What chunking strategies exist for RAG and how do you choose between them?
Chunking splits source documents into retrievable units before embedding. The right strategy depends on document structure, query style, and the model's context window. Fixed-size chunks are simple but break mid-sentence; semantic or structural chunking preserves coherence; hierarchical chunking enables parent-document retrieval for richer context.
How to think about it
Chunking is one of the highest-leverage decisions in a RAG pipeline. The retriever returns chunks, not full documents, so each chunk must be independently meaningful yet small enough that irrelevant text does not dilute the signal.
Common strategies
| Strategy | Description | Best for |
|---|---|---|
| Fixed-size (token) | Split every N tokens, overlap M | Fast baseline; homogeneous text |
| Sentence / paragraph | Split on natural boundaries | Prose documents, FAQs |
| Recursive character | LangChain default — tries paragraph, then sentence, then word | General-purpose |
| Semantic chunking | Split where cosine similarity between adjacent sentences drops | Long, heterogeneous docs |
| Structural (Markdown / HTML) | Split on headers, sections | Technical docs, wikis |
| Hierarchical (parent-child) | Index small child chunks, retrieve parent for context | Dense knowledge bases |
Choosing chunk size
- Too large: retrieval returns verbose, noisy chunks; irrelevant sentences hurt answer quality.

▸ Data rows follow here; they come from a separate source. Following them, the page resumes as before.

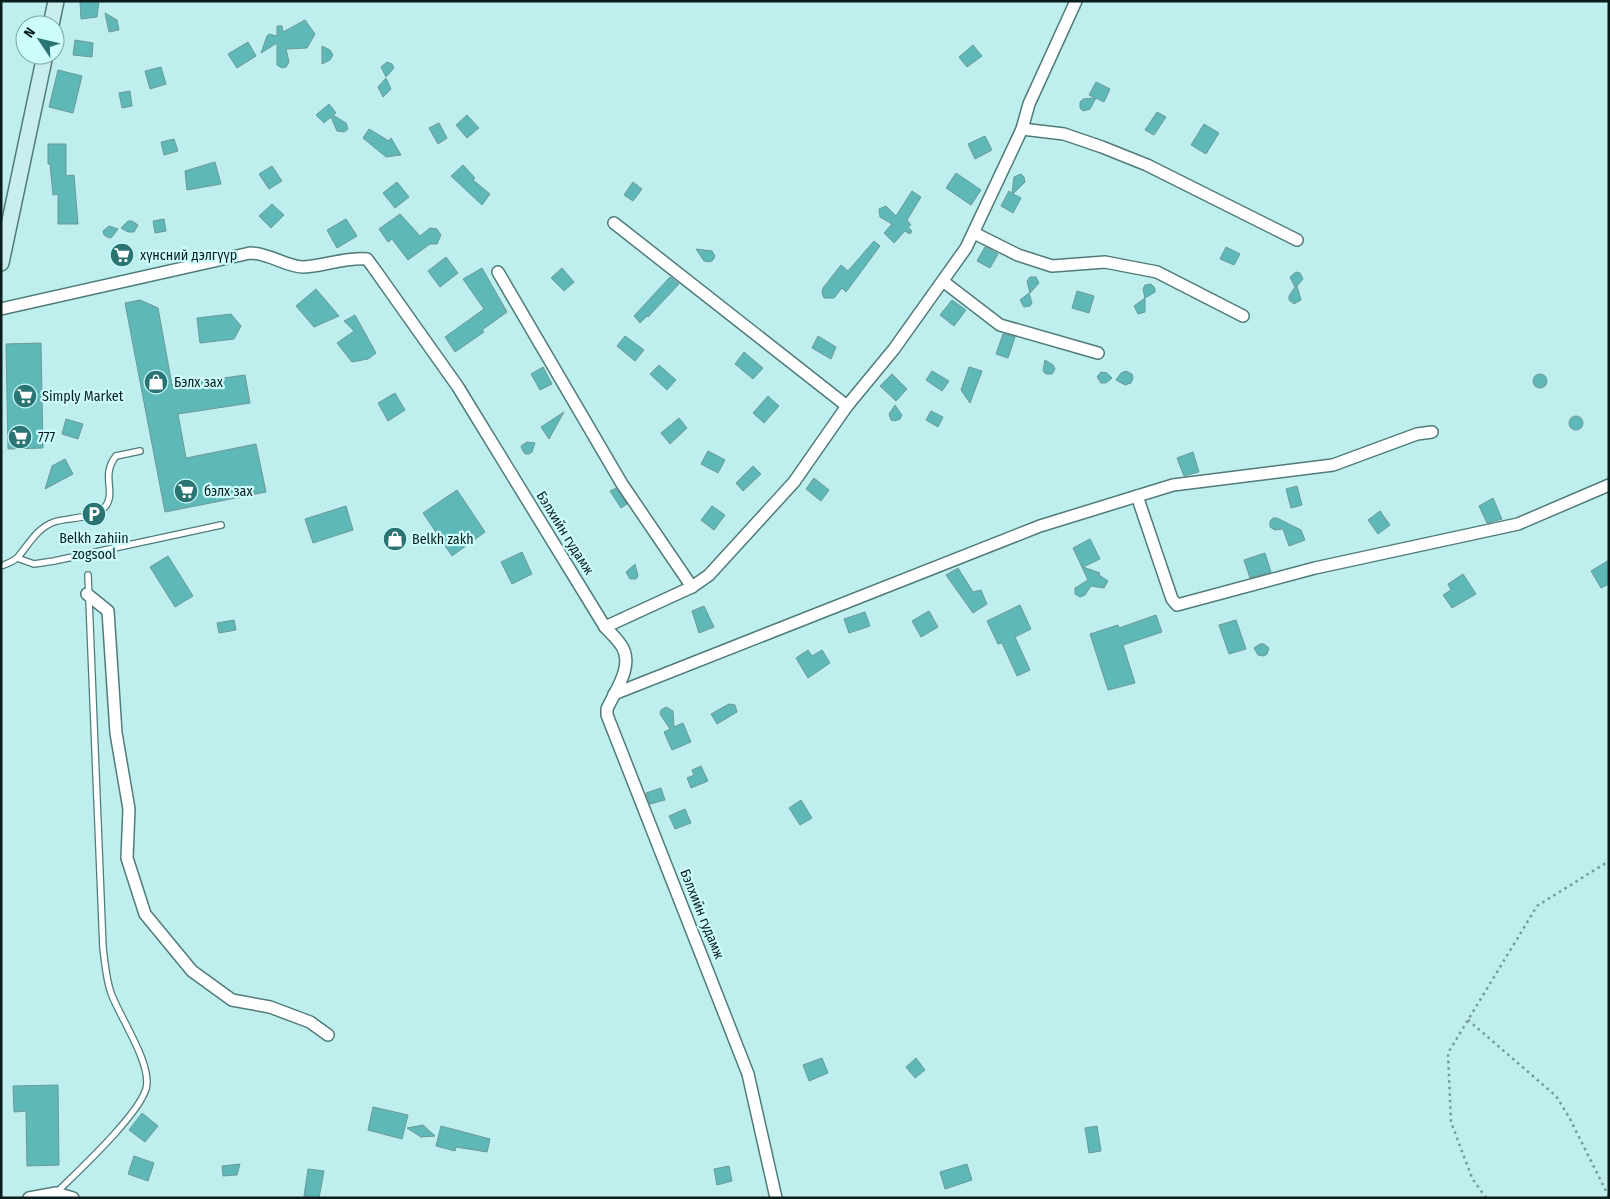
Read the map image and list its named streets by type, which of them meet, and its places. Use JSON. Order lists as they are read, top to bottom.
{
  "streets": {
    "street": ["Бэлхийн гудамж"]
  },
  "places": {
    "supermarket": [
      "хүнсний дэлгүүр",
      "Simply Market",
      "777",
      "бэлх зах"
    ],
    "shop": ["Бэлх зах", "Belkh zakh"],
    "parking": ["Belkh zahiin zogsool"]
  },
  "north": "top left"
}
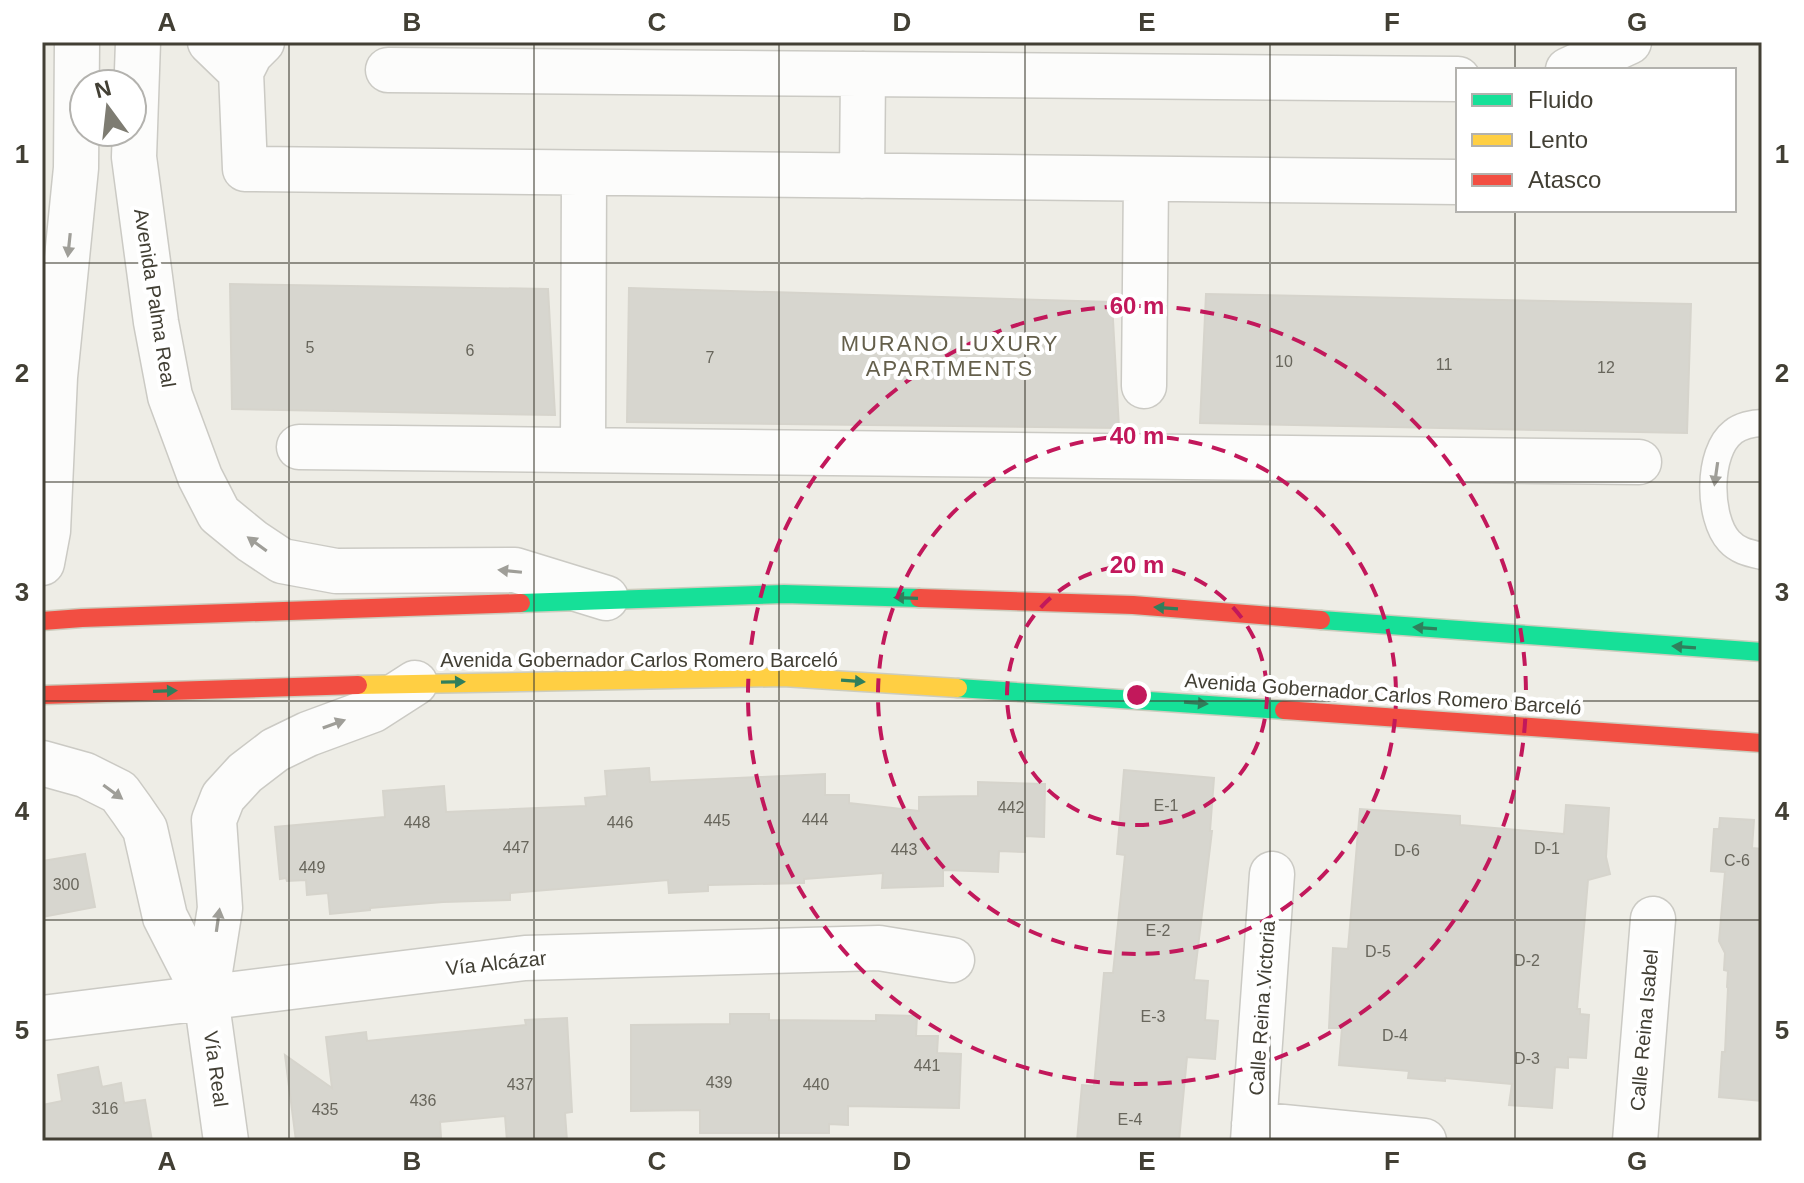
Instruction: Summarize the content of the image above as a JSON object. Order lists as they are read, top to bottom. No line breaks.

- Too small: the chunk lacks sufficient context for the model to synthesize a good answer.
- Rule of thumb: target 256–512 tokens with a 10–20 % overlap for general prose.
from langchain_text_splitters import RecursiveCharacterTextSplitter
splitter = RecursiveCharacterTextSplitter(
chunk_size=400, # tokens (approximate via character proxy)
chunk_overlap=60,
separators=["\n\n", "\n", ". ", " ", ""],
)
chunks = splitter.split_text(document_text)
Hierarchical retrieval (parent-document)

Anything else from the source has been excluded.